Der Einfluss des Islams nimmt zu - ob das am ende gefährlich wird oder nicht bleibt wohl eher abzuwarten.
Jedoch hat das Video recht: Die geburtenrate fällt stark in den Europäischen Ländern,besonders auch in Deutschland wo sie relativ stark abgenommen hat.


----------



## dragon1 (22. Mai 2009)

hoert sich schlecht an.


----------



## Eckhexaule (22. Mai 2009)

Ich bin kein Freund von Religionen!
Schaut doch mal was das tolle Christentum alles getan hat. 
Den Frauen die Rechte genommen, Leute verbrannt, andere Glaubensrichtung gejagt.
Oder wenn ich an die Kreuzzüge denke.
Pfarrer die kleine Kinder misshandeln!

Der Islam ist leider auch nicht besser!

Die meisten Kriege der Weltgeschichte wurde wegen Religionen angefangen.
Warum meint jeder seine Religion ist die Beste?
Ob die Römer die "richtige" Religion hatten oder die Hindus?
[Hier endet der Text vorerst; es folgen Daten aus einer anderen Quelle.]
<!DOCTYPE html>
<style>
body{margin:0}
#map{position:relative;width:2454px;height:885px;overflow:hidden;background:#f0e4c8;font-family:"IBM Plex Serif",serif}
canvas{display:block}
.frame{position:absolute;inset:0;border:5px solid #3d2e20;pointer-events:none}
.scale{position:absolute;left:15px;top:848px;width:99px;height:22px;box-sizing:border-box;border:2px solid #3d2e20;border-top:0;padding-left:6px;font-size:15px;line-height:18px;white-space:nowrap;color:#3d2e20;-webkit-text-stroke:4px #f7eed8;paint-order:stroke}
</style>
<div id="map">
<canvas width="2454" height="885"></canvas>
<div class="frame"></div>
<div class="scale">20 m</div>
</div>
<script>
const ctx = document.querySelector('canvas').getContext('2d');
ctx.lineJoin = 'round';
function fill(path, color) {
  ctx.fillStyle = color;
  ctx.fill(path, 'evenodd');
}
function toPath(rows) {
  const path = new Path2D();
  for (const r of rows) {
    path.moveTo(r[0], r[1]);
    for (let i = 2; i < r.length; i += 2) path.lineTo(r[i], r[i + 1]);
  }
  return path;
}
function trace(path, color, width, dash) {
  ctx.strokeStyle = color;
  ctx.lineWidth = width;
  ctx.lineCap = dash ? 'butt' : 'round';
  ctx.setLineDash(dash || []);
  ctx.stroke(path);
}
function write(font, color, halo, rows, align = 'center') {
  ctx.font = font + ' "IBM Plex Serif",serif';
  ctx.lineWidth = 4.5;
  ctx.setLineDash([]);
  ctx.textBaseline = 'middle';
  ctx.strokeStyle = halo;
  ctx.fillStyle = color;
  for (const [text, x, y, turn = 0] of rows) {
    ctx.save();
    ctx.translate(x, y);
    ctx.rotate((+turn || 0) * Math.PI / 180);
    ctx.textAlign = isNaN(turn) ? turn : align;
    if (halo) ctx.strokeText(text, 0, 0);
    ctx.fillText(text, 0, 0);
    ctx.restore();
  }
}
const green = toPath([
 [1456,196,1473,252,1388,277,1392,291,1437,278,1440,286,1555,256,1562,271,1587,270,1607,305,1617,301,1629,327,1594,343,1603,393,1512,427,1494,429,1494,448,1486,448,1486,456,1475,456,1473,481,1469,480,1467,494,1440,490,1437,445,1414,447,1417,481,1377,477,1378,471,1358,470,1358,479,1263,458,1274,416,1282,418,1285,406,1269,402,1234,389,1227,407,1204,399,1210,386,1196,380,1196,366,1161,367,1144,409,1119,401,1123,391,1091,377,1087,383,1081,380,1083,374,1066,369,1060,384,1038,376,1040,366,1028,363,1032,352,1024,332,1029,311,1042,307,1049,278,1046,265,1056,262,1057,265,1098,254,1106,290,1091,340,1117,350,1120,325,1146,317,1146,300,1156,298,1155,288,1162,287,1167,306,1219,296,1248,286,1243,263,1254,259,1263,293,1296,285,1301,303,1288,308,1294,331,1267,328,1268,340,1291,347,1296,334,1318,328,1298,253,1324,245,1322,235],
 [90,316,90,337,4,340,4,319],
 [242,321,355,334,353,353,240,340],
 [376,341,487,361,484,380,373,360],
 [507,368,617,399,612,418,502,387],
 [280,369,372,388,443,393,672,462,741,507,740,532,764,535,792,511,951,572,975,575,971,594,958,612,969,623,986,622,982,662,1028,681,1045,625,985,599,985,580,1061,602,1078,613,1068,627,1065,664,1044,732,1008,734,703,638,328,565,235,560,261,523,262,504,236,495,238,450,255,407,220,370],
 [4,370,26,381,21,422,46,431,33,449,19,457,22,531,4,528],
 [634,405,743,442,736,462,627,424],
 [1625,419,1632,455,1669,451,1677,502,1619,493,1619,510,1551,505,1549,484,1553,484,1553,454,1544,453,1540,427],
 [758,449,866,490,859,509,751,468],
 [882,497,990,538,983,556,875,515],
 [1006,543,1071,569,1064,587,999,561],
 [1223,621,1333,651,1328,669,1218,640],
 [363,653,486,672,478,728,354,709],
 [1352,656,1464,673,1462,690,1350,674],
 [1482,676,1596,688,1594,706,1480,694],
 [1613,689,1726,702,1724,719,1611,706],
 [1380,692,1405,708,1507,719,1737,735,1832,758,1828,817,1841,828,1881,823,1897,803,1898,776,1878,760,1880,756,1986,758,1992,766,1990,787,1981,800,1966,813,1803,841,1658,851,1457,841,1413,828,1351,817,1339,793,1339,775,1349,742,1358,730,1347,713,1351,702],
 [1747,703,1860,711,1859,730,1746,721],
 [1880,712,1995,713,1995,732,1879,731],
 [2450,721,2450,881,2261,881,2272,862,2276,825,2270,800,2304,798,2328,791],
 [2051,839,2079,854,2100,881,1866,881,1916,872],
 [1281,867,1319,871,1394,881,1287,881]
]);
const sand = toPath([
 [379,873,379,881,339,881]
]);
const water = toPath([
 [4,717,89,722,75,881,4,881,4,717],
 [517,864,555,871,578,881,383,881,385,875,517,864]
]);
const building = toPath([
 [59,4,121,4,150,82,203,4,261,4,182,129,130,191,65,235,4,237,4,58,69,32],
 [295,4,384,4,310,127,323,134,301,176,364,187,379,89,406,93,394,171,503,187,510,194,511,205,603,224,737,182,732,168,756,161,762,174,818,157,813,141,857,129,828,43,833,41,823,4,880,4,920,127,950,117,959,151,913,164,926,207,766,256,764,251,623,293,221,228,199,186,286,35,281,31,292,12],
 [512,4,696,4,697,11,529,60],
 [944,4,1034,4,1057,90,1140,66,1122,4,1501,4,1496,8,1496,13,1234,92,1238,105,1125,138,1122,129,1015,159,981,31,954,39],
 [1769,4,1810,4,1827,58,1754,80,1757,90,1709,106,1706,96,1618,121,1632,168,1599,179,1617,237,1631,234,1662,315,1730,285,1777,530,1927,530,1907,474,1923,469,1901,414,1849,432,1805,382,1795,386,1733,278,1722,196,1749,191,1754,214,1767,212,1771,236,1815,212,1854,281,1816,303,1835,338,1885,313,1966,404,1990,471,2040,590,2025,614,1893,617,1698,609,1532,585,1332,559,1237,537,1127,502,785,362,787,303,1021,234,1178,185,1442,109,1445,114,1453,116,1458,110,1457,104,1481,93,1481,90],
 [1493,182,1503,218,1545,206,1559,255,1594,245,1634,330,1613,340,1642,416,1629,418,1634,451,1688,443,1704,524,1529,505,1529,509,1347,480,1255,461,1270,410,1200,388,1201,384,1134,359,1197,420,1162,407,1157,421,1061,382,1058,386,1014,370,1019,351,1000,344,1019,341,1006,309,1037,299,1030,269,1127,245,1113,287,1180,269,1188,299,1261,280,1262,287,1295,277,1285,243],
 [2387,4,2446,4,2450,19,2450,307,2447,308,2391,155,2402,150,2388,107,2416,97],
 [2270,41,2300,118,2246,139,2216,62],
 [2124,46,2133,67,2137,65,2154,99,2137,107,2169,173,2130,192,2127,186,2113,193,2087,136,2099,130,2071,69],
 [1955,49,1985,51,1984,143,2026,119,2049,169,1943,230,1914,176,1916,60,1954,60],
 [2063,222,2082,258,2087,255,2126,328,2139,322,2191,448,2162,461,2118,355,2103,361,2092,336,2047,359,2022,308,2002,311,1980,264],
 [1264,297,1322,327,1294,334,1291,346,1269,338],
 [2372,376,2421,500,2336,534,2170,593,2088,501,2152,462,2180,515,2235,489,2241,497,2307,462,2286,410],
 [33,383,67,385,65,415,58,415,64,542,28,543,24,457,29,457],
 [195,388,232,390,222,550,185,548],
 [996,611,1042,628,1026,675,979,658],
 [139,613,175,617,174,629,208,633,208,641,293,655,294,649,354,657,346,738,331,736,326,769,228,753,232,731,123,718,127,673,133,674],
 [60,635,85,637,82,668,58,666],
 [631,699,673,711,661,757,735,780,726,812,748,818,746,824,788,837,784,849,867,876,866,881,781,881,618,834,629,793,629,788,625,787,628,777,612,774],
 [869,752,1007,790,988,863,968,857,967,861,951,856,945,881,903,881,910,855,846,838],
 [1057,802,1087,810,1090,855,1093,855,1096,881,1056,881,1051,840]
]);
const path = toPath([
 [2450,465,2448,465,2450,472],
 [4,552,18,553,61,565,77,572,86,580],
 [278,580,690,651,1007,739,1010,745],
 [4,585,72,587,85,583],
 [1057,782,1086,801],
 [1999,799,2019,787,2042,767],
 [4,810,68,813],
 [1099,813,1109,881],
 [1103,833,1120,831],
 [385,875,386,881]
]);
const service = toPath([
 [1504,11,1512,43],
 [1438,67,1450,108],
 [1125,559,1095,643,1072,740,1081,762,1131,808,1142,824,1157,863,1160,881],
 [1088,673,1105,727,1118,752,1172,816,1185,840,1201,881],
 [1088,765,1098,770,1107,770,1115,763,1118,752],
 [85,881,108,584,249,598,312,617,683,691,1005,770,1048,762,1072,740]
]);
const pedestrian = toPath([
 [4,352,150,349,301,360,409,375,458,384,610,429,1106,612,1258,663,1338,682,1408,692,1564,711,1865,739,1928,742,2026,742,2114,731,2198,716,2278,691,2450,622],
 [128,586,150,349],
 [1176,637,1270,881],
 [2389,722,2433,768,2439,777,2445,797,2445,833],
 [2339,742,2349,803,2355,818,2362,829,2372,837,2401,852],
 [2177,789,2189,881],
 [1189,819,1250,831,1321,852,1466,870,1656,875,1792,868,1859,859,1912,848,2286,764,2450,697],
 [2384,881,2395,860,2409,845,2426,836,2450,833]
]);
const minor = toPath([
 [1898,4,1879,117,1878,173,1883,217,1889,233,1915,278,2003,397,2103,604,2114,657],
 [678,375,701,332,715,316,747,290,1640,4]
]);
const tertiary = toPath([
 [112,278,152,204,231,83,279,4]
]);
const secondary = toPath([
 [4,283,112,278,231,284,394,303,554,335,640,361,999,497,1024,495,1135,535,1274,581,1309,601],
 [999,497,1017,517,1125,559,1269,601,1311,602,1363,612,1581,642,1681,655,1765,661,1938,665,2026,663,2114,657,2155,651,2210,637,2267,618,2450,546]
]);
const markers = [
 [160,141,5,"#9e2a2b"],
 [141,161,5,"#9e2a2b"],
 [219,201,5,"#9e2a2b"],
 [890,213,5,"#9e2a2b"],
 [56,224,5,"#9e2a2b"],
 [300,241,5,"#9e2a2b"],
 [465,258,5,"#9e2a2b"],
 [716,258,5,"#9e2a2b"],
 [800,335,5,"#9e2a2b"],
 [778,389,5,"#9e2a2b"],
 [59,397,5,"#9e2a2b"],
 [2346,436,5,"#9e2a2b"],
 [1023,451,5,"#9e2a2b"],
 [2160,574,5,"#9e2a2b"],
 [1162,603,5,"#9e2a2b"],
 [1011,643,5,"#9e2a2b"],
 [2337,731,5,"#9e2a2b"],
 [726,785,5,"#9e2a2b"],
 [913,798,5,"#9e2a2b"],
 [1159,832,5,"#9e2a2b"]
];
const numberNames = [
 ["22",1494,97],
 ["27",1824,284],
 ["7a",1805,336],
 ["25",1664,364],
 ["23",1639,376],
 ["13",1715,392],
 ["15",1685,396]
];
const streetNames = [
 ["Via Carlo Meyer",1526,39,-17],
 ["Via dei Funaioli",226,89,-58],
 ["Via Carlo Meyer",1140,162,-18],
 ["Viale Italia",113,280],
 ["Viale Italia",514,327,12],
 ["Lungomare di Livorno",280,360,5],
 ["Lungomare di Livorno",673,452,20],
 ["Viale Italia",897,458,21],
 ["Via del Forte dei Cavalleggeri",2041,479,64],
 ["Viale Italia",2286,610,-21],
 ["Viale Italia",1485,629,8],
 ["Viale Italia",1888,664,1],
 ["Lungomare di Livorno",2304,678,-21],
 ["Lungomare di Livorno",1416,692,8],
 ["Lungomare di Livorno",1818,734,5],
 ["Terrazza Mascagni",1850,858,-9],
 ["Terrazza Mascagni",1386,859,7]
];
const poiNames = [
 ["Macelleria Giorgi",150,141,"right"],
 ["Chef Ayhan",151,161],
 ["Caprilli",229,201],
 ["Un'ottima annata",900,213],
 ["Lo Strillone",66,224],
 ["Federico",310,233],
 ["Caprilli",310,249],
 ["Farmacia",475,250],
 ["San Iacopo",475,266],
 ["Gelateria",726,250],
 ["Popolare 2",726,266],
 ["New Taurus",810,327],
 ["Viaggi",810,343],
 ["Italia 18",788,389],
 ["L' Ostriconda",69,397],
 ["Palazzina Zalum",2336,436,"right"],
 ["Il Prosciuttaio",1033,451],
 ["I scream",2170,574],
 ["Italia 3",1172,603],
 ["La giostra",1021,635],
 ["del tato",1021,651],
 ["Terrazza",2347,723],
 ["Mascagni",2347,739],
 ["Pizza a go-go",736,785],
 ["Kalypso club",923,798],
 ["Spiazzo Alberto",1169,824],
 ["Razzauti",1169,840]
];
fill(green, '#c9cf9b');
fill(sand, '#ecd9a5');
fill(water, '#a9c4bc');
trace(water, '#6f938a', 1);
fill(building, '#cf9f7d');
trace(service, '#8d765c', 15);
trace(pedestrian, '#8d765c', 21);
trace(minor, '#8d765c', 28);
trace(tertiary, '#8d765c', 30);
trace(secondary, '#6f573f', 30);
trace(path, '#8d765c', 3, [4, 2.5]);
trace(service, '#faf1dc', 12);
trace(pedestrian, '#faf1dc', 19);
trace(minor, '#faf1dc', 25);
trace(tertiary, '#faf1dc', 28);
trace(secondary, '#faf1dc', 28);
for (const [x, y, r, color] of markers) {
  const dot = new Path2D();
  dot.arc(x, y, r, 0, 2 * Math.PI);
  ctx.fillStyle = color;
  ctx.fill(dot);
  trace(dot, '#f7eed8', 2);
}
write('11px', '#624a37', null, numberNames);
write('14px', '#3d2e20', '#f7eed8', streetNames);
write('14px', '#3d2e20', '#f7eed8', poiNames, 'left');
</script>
Das weiß keiner und man wird es nie wissen.
WEIL ES GIBT KEINE RICHTIGE ODER FALSCHE RELIGION!
Der Mensch will irgendwas glauben und darum macht er das auch.
Nur leider machen das viele nicht friedlich gegenüber anderen Religionen/Glauben.


----------



## Tikume (22. Mai 2009)

Das Video ignoriert z.B. völlig dass die Ausländer (natürlich nicht alle) sich eben auch integrieren. Und wo das nicht klappt muss es Ziel des Staates sein das zu fördern.


----------



## dragon1 (22. Mai 2009)

Eckhexaule schrieb:


> Ich bin kein Freund von Religionen!
> Schaut doch mal was das tolle Christentum alles getan hat.
> Den Frauen die Rechte genommen, Leute verbrannt, andere Glaubensrichtung gejagt.
> Oder wenn ich an die Kreuzzüge denke.
> ...


Da muss ich wiedersprechen.
Religionen waren normalerweise nicht grund, sondern ausrede fuer Kriege.
Kreuzzuege? den "Wichtigen" Pesonen ging es nur um die reichtuemer der staedte, die eingenommen wurden
Leute verbrannt? es ging um geld. Die inquisition hat dafuer geld gekriegt, fuer jede "hexe", und sie haben halt viel verdienen wollen.


----------



## -Therion- (22. Mai 2009)

PLEOMAX_Gamer_PC schrieb:


> Ich finde das schon sehr interessant kommt mir so wie die Juden die damals Haufen weisse Eingewandert sind! aber mit dem unterschied, das heute kein verrückter Diktator  an der macht ist und alle Islamisten in eine GAS kammer Steckt!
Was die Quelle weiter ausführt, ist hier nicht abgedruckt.